-- Input data follows --

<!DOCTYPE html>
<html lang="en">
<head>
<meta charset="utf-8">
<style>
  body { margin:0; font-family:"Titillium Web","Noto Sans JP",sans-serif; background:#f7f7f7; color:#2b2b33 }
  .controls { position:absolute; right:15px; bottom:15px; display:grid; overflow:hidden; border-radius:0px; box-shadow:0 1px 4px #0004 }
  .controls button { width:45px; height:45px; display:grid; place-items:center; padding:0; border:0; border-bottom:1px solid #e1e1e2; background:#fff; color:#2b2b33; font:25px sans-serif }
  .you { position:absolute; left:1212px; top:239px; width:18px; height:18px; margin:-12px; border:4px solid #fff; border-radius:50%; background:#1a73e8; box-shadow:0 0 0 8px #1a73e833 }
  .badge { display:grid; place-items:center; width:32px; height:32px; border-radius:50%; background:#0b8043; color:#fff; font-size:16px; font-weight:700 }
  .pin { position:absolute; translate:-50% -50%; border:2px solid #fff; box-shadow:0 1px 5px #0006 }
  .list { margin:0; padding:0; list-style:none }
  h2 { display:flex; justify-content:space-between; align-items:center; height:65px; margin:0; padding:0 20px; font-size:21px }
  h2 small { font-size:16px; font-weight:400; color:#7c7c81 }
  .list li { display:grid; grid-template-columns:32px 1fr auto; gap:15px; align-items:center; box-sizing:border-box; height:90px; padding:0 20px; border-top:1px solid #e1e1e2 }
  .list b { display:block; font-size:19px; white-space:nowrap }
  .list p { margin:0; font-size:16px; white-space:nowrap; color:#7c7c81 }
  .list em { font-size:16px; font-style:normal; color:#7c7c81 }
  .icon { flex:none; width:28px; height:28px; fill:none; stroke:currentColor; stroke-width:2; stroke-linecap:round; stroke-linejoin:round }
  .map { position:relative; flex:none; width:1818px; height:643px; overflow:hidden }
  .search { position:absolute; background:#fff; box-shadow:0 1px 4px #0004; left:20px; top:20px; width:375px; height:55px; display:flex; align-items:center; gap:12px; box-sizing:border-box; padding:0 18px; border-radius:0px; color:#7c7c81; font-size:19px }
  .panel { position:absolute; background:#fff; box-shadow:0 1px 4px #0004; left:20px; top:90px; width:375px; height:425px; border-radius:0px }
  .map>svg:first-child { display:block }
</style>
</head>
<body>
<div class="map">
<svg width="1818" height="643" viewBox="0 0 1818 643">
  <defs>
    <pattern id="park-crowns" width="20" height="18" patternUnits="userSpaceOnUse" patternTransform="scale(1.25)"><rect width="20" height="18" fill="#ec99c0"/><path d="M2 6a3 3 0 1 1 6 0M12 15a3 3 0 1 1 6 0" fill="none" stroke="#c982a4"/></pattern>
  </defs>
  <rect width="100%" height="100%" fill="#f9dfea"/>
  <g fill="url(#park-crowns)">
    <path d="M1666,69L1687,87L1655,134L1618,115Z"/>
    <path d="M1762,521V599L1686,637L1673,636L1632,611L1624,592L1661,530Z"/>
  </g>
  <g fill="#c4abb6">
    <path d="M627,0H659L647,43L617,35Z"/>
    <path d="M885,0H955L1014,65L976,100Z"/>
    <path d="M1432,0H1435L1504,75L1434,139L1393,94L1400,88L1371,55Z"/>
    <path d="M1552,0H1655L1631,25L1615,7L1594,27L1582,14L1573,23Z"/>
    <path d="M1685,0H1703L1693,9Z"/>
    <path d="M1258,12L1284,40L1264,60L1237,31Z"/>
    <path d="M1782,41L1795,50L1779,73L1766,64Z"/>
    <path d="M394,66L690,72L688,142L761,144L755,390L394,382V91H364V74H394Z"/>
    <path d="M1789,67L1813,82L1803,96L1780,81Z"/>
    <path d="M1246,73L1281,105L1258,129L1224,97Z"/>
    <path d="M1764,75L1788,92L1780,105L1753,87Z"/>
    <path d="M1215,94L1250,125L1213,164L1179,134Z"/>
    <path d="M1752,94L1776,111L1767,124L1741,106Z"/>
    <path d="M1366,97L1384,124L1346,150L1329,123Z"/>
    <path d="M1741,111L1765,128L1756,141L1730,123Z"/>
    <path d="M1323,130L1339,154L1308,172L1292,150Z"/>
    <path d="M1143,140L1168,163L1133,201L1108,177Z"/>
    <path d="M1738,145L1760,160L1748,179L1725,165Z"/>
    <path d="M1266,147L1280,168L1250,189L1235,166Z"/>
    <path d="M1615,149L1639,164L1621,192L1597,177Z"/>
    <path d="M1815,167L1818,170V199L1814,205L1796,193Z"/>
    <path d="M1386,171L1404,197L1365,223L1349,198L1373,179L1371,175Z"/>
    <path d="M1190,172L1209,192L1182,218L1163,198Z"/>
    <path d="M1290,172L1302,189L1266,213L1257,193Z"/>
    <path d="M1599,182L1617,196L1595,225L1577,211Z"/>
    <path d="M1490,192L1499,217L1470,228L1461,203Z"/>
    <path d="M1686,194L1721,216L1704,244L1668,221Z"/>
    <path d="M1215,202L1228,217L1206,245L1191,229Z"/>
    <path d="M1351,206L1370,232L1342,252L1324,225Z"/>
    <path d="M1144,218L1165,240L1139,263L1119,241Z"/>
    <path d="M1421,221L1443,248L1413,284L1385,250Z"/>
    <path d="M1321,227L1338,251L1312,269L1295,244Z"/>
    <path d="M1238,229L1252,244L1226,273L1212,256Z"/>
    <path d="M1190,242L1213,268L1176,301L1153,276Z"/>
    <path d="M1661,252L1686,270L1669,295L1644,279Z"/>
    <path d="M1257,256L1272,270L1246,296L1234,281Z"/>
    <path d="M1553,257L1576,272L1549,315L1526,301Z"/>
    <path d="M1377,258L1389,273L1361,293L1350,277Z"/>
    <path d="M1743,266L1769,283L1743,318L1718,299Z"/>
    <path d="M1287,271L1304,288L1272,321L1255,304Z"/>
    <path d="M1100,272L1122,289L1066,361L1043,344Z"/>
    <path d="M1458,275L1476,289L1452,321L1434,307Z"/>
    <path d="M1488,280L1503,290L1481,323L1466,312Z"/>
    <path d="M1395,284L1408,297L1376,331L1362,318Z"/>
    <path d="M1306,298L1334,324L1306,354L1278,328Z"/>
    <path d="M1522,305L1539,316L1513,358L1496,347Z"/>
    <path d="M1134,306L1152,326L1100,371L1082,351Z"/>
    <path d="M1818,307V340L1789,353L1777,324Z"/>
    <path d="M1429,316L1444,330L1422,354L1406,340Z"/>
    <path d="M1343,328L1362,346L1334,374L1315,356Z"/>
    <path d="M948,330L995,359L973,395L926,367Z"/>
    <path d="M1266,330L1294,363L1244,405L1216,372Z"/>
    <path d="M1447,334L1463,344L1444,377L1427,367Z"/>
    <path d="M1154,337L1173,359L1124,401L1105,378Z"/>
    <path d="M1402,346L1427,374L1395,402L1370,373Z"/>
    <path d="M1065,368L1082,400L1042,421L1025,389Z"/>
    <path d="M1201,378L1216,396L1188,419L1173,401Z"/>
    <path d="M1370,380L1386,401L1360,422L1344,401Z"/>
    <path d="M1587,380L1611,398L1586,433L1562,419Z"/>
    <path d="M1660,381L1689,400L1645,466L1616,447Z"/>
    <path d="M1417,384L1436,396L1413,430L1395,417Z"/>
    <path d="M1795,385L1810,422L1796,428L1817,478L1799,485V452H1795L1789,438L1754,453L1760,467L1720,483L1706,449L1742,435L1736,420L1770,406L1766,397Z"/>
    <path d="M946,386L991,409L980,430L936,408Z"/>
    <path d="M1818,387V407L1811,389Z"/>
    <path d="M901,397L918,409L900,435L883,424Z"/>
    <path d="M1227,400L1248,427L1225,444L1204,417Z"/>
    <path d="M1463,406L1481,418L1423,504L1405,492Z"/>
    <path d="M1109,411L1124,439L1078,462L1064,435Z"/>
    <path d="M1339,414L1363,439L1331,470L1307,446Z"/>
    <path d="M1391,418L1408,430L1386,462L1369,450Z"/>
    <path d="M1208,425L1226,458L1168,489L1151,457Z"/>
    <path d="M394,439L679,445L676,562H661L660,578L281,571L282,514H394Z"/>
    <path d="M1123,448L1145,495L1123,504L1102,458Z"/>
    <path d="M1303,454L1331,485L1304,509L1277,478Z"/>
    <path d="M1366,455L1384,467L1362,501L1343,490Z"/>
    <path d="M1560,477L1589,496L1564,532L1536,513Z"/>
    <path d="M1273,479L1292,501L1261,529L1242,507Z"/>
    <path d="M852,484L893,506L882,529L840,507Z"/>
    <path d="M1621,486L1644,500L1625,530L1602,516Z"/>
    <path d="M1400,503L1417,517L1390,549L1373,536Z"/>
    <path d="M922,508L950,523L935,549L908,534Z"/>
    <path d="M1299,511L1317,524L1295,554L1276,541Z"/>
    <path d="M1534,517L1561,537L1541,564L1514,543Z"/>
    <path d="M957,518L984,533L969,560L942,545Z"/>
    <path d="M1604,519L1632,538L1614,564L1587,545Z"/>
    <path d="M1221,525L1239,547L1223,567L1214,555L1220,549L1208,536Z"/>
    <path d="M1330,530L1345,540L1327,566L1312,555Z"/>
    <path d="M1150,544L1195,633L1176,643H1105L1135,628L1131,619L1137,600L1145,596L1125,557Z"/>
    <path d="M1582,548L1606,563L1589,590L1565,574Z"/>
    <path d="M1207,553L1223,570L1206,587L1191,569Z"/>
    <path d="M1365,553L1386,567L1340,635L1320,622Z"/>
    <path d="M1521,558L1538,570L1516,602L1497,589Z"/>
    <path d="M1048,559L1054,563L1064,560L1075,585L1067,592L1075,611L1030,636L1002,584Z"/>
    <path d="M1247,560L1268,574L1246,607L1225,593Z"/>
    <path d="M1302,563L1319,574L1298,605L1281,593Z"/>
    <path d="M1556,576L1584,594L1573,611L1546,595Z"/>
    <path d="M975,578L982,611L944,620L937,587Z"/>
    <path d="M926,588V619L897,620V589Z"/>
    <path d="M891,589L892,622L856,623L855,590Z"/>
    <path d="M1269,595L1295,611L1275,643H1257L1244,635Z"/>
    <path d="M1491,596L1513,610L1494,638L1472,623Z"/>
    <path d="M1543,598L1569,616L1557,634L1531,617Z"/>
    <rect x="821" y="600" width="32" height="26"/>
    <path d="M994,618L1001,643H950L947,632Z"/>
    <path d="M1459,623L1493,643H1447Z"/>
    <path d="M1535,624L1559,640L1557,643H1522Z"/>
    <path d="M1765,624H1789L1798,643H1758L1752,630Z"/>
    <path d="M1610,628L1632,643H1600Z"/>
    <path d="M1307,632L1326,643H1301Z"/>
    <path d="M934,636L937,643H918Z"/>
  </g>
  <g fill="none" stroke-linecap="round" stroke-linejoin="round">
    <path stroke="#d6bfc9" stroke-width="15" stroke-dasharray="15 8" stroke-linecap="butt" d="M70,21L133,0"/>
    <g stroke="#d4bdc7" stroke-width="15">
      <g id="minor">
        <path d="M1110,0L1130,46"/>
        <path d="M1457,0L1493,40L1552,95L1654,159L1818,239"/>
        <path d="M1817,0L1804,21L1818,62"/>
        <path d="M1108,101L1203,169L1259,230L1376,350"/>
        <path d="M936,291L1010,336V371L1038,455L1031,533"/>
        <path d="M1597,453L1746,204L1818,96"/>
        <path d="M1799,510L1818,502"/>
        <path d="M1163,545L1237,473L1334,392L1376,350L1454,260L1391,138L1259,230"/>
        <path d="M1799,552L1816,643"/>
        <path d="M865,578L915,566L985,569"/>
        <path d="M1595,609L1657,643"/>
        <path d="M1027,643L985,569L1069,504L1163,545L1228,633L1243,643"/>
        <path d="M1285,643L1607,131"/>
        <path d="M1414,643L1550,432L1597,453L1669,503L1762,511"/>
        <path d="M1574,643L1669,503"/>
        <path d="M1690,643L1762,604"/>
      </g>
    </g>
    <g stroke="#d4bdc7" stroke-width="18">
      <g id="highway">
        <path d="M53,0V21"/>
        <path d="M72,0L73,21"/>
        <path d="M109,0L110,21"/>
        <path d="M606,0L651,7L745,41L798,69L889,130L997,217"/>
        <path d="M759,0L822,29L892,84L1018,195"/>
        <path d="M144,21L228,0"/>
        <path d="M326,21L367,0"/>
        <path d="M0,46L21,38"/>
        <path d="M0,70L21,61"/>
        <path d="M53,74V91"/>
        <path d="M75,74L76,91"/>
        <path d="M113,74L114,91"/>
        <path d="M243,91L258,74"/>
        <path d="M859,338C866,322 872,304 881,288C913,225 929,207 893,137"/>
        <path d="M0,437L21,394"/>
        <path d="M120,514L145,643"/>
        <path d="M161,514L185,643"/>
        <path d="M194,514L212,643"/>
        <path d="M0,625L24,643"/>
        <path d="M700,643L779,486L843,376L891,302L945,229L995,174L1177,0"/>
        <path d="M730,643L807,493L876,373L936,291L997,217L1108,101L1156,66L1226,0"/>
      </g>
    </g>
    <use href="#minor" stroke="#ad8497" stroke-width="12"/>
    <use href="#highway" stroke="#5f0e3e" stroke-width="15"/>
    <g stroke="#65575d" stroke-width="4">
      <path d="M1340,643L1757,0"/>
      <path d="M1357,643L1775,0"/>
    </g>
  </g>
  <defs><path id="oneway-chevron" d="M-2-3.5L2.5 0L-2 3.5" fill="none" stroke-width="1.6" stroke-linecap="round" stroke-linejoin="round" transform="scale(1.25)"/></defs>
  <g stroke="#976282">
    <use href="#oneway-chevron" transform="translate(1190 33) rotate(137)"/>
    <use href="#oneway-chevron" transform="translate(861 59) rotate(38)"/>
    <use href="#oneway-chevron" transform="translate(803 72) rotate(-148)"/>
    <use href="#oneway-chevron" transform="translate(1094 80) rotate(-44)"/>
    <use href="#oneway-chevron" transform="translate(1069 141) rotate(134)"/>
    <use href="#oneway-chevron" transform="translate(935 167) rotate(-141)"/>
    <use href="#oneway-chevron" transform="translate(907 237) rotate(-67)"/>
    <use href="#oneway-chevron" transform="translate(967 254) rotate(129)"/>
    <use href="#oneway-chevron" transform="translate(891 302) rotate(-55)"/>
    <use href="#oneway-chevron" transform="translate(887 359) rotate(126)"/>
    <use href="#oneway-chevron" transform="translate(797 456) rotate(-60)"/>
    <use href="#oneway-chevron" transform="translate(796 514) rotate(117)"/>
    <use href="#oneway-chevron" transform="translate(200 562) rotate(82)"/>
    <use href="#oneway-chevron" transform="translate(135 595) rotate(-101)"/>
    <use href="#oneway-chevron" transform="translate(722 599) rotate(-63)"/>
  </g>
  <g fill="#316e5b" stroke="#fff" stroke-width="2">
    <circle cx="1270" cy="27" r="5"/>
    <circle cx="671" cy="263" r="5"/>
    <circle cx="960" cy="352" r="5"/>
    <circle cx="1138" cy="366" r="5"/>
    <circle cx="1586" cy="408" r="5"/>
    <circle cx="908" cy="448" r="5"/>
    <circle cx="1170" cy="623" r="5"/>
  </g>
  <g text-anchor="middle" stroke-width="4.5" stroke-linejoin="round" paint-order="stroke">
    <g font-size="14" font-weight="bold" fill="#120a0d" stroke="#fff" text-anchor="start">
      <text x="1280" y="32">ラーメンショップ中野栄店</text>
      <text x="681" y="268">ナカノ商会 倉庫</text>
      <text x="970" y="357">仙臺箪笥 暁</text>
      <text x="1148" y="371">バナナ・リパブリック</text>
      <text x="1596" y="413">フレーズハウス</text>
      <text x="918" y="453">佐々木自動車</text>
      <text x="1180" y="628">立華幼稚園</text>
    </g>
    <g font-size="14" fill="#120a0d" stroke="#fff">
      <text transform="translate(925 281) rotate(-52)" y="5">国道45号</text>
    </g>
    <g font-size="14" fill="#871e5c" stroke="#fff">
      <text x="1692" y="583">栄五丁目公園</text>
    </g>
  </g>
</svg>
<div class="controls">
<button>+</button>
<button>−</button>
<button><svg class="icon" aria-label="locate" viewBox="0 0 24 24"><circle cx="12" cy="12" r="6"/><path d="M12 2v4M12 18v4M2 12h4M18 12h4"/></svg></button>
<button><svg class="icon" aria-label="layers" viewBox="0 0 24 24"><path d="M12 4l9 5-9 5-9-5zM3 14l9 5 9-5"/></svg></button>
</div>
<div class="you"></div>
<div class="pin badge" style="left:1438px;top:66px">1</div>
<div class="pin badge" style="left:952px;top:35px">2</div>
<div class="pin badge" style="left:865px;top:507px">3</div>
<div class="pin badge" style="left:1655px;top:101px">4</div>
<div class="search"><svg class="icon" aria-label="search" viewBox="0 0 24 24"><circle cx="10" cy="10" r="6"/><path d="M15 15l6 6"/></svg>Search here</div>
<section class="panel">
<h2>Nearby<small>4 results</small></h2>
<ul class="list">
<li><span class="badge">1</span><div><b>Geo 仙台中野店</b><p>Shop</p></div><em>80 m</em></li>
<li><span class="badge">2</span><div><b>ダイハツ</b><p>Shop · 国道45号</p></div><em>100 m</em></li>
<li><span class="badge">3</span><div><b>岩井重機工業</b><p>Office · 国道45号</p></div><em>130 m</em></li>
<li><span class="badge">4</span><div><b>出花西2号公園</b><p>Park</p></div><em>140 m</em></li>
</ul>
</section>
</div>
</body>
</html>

-- Input data concluded --

The listing above holds a line with "display:grid; place-items:center; width:32px;" and a line with "display:block; font-size:19px; white-space:nowrap". Print the stretch from the first through the second, exactly and alone.

  .badge { display:grid; place-items:center; width:32px; height:32px; border-radius:50%; background:#0b8043; color:#fff; font-size:16px; font-weight:700 }
  .pin { position:absolute; translate:-50% -50%; border:2px solid #fff; box-shadow:0 1px 5px #0006 }
  .list { margin:0; padding:0; list-style:none }
  h2 { display:flex; justify-content:space-between; align-items:center; height:65px; margin:0; padding:0 20px; font-size:21px }
  h2 small { font-size:16px; font-weight:400; color:#7c7c81 }
  .list li { display:grid; grid-template-columns:32px 1fr auto; gap:15px; align-items:center; box-sizing:border-box; height:90px; padding:0 20px; border-top:1px solid #e1e1e2 }
  .list b { display:block; font-size:19px; white-space:nowrap }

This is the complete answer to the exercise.